**Task brief**
Pull out every line below containing the word "solid".

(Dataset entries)
......
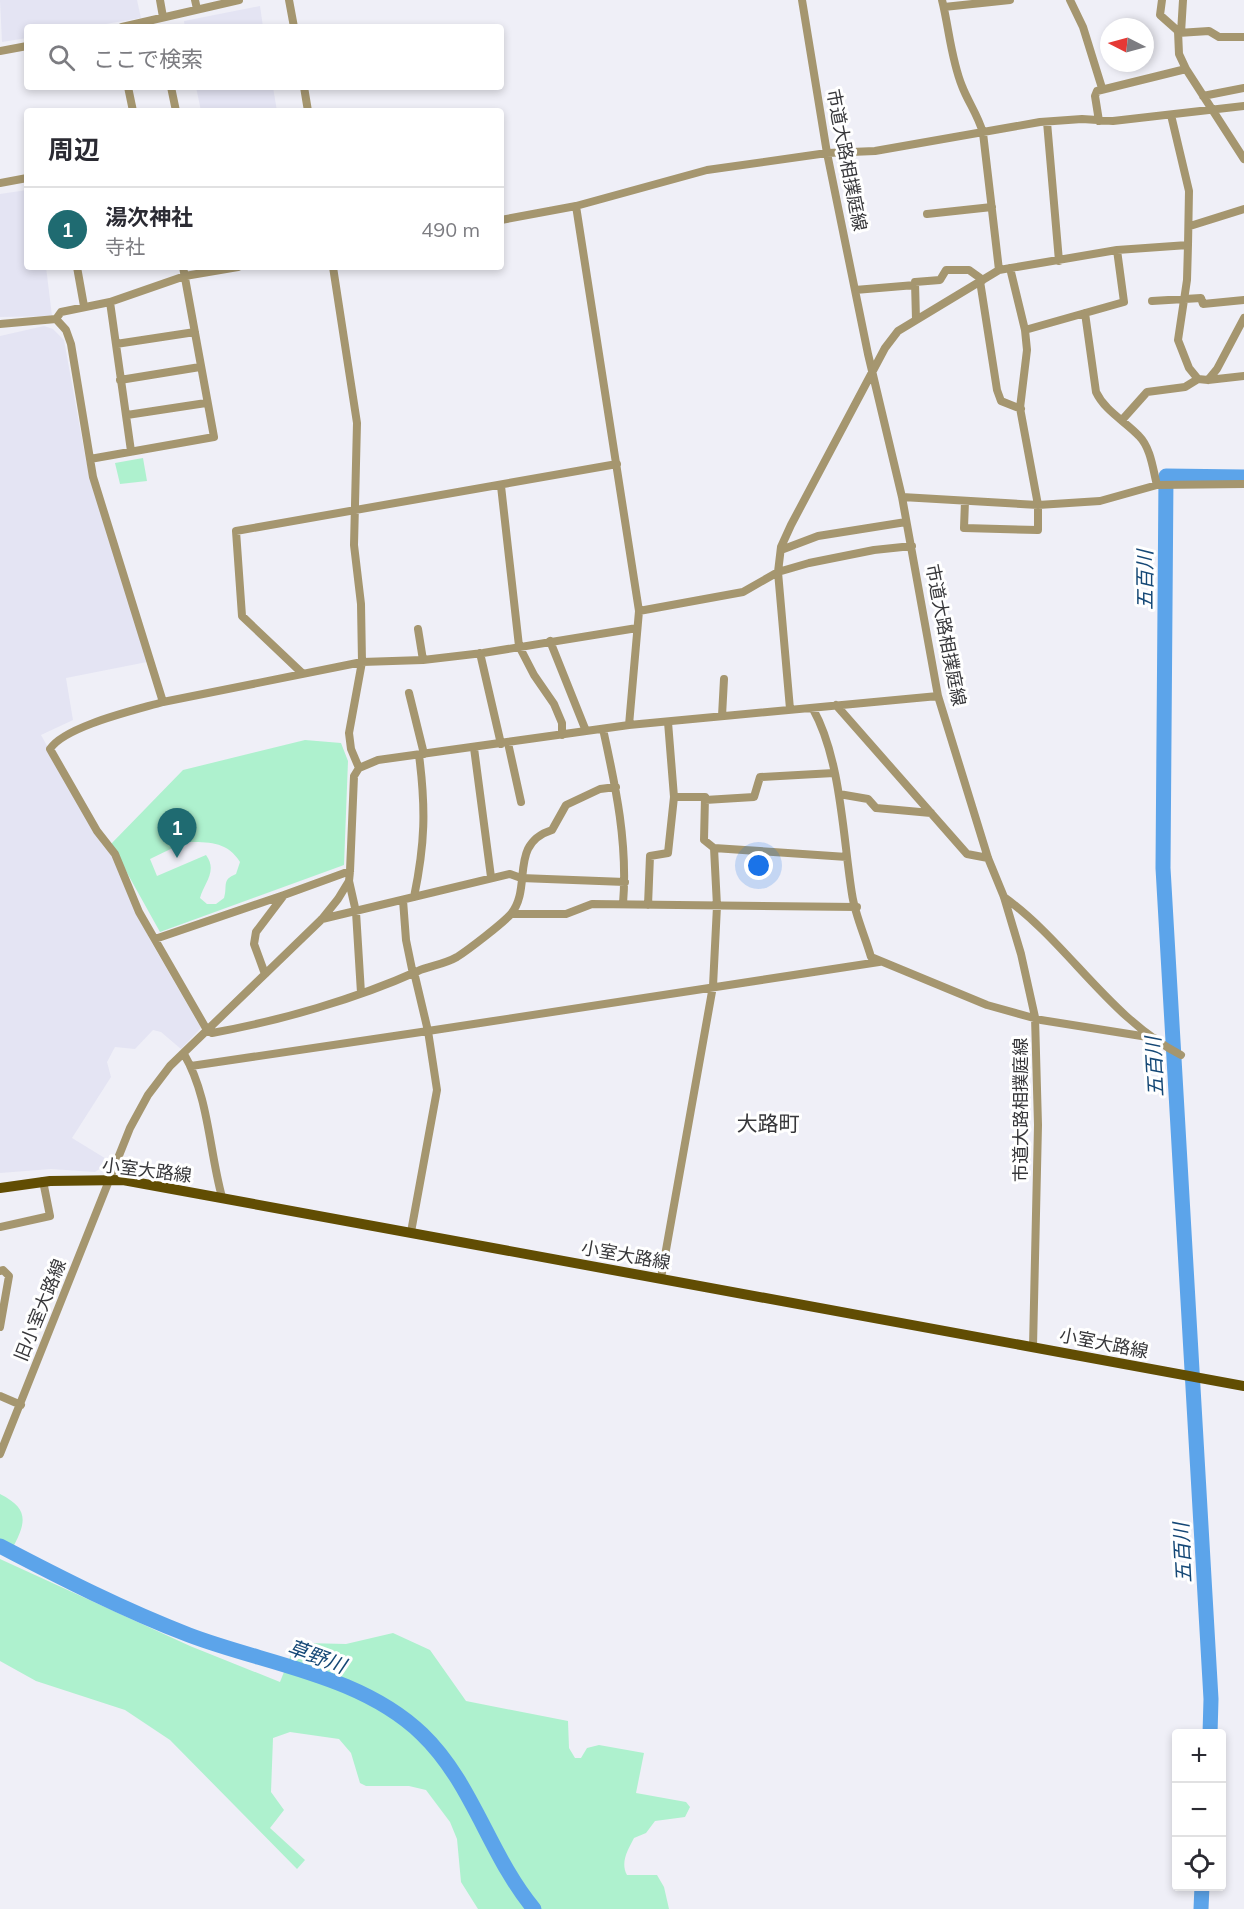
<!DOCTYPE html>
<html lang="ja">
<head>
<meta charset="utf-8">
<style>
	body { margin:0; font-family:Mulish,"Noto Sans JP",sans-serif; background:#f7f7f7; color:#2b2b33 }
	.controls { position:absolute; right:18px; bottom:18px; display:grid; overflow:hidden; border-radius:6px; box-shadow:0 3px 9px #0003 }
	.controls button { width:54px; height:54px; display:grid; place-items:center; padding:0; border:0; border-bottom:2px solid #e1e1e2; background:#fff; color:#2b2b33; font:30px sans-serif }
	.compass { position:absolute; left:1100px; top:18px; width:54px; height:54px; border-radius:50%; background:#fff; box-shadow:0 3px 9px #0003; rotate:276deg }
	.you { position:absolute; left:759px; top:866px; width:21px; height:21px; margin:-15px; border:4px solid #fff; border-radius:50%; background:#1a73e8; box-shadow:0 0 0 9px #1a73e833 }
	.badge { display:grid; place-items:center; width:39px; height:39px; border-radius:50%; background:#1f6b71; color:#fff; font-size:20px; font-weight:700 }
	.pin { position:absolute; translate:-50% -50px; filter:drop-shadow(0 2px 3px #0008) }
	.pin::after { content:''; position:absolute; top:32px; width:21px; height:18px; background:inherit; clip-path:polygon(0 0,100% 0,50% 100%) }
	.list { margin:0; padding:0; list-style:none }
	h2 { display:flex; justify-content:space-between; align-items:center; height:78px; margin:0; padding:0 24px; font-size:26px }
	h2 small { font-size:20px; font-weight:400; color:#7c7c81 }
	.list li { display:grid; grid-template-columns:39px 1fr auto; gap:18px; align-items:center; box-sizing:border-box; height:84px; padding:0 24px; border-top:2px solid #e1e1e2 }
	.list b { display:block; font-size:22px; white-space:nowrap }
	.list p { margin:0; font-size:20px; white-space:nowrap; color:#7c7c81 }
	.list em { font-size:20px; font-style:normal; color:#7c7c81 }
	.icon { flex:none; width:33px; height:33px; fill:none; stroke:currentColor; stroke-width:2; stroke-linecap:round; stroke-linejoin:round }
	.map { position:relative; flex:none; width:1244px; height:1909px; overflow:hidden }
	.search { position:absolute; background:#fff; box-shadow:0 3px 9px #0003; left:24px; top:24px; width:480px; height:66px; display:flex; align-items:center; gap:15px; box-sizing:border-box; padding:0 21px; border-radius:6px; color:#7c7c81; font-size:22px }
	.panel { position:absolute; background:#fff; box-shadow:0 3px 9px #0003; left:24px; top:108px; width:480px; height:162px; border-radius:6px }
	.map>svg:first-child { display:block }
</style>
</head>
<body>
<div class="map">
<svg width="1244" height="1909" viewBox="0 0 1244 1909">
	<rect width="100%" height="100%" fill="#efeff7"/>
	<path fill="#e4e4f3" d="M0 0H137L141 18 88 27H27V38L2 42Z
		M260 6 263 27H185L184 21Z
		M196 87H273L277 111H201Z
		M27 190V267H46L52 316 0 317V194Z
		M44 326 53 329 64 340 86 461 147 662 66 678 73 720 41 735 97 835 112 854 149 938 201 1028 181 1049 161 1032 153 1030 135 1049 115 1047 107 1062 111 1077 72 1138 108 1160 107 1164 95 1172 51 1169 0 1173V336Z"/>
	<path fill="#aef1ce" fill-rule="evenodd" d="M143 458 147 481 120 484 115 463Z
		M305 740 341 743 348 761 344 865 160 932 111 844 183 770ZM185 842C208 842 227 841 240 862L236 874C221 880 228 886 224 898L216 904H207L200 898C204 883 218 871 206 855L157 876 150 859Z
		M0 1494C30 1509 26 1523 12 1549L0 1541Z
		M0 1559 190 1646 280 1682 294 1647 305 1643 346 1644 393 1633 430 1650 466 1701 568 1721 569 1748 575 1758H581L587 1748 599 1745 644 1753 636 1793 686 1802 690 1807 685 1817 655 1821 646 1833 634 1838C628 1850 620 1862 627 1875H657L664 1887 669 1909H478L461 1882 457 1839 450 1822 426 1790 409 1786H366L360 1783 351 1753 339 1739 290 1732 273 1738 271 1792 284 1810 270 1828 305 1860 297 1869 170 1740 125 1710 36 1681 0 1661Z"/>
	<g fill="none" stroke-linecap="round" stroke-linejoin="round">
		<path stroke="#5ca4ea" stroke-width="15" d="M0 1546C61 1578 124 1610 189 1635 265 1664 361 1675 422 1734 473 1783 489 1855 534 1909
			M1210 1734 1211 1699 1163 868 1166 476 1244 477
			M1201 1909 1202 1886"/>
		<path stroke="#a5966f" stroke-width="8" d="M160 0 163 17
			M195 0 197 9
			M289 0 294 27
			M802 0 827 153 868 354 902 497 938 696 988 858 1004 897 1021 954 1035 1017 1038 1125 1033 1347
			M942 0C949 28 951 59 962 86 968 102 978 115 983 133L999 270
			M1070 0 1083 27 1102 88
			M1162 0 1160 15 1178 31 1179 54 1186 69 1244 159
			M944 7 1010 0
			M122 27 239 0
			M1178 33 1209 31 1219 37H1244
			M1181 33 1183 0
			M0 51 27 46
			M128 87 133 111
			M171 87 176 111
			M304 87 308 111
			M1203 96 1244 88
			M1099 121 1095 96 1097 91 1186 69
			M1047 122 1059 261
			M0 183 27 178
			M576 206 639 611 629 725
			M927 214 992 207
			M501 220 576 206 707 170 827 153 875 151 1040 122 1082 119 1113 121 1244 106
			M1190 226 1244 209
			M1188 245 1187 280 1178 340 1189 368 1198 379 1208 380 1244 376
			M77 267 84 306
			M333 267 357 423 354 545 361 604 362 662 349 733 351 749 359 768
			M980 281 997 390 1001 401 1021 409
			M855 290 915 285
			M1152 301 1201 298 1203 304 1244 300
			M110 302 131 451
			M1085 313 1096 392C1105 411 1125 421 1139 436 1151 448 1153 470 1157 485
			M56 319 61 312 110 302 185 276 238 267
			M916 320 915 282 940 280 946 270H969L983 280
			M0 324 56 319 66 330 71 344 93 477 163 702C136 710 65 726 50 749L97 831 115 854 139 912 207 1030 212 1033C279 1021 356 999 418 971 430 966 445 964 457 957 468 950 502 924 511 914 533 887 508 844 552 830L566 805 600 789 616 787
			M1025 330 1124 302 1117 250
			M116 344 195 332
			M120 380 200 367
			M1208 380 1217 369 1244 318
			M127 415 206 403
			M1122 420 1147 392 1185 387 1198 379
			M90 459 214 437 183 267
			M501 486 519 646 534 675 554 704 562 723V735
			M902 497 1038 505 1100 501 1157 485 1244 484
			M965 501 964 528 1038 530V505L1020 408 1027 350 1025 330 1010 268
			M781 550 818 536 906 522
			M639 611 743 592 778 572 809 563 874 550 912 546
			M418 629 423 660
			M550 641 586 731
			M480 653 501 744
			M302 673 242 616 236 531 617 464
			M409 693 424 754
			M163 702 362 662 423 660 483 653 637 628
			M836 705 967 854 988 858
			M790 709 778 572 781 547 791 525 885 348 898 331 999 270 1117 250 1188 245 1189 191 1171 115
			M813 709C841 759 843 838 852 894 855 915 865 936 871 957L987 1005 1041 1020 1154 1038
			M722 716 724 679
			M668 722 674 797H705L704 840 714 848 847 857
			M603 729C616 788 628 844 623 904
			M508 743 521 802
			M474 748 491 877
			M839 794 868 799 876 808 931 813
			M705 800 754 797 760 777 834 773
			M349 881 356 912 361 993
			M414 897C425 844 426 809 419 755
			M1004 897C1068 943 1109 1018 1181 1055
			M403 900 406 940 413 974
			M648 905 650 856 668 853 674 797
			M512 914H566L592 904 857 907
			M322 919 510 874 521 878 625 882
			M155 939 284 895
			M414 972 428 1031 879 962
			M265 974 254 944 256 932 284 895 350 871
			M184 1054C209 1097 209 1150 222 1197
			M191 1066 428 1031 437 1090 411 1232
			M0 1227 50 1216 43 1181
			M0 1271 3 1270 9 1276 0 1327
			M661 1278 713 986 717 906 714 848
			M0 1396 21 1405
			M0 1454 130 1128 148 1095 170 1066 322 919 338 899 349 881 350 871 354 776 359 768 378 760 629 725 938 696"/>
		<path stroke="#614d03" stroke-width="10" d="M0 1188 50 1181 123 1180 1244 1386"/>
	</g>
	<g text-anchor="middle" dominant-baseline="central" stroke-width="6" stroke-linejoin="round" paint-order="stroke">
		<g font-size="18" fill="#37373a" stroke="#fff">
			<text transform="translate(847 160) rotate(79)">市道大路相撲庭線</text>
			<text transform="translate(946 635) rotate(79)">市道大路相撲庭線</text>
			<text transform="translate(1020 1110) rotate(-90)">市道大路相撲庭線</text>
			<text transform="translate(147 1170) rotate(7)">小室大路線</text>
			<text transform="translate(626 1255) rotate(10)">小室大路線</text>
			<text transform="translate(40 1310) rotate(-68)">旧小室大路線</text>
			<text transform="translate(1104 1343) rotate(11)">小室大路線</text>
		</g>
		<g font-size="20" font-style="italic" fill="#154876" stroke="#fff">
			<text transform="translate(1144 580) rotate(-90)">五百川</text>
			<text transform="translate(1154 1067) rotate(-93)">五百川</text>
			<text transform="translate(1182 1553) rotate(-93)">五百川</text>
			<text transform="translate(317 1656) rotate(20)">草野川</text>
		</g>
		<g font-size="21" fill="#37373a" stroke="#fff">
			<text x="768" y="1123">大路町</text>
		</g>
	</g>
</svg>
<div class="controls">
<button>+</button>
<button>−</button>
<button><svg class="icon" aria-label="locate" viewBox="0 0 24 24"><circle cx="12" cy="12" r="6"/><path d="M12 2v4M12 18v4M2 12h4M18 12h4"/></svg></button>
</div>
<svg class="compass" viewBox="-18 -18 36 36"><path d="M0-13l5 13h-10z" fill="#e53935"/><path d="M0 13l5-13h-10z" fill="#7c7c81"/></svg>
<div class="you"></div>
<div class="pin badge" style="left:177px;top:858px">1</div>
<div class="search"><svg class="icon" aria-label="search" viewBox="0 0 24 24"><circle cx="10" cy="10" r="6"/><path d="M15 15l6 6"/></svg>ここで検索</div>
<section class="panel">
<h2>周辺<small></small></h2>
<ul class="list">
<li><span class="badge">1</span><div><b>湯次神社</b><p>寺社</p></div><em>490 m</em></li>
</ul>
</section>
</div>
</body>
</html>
......
**Answer below**
	.controls button { width:54px; height:54px; display:grid; place-items:center; padding:0; border:0; border-bottom:2px solid #e1e1e2; background:#fff; color:#2b2b33; font:30px sans-serif }
	.you { position:absolute; left:759px; top:866px; width:21px; height:21px; margin:-15px; border:4px solid #fff; border-radius:50%; background:#1a73e8; box-shadow:0 0 0 9px #1a73e833 }
	.list li { display:grid; grid-template-columns:39px 1fr auto; gap:18px; align-items:center; box-sizing:border-box; height:84px; padding:0 24px; border-top:2px solid #e1e1e2 }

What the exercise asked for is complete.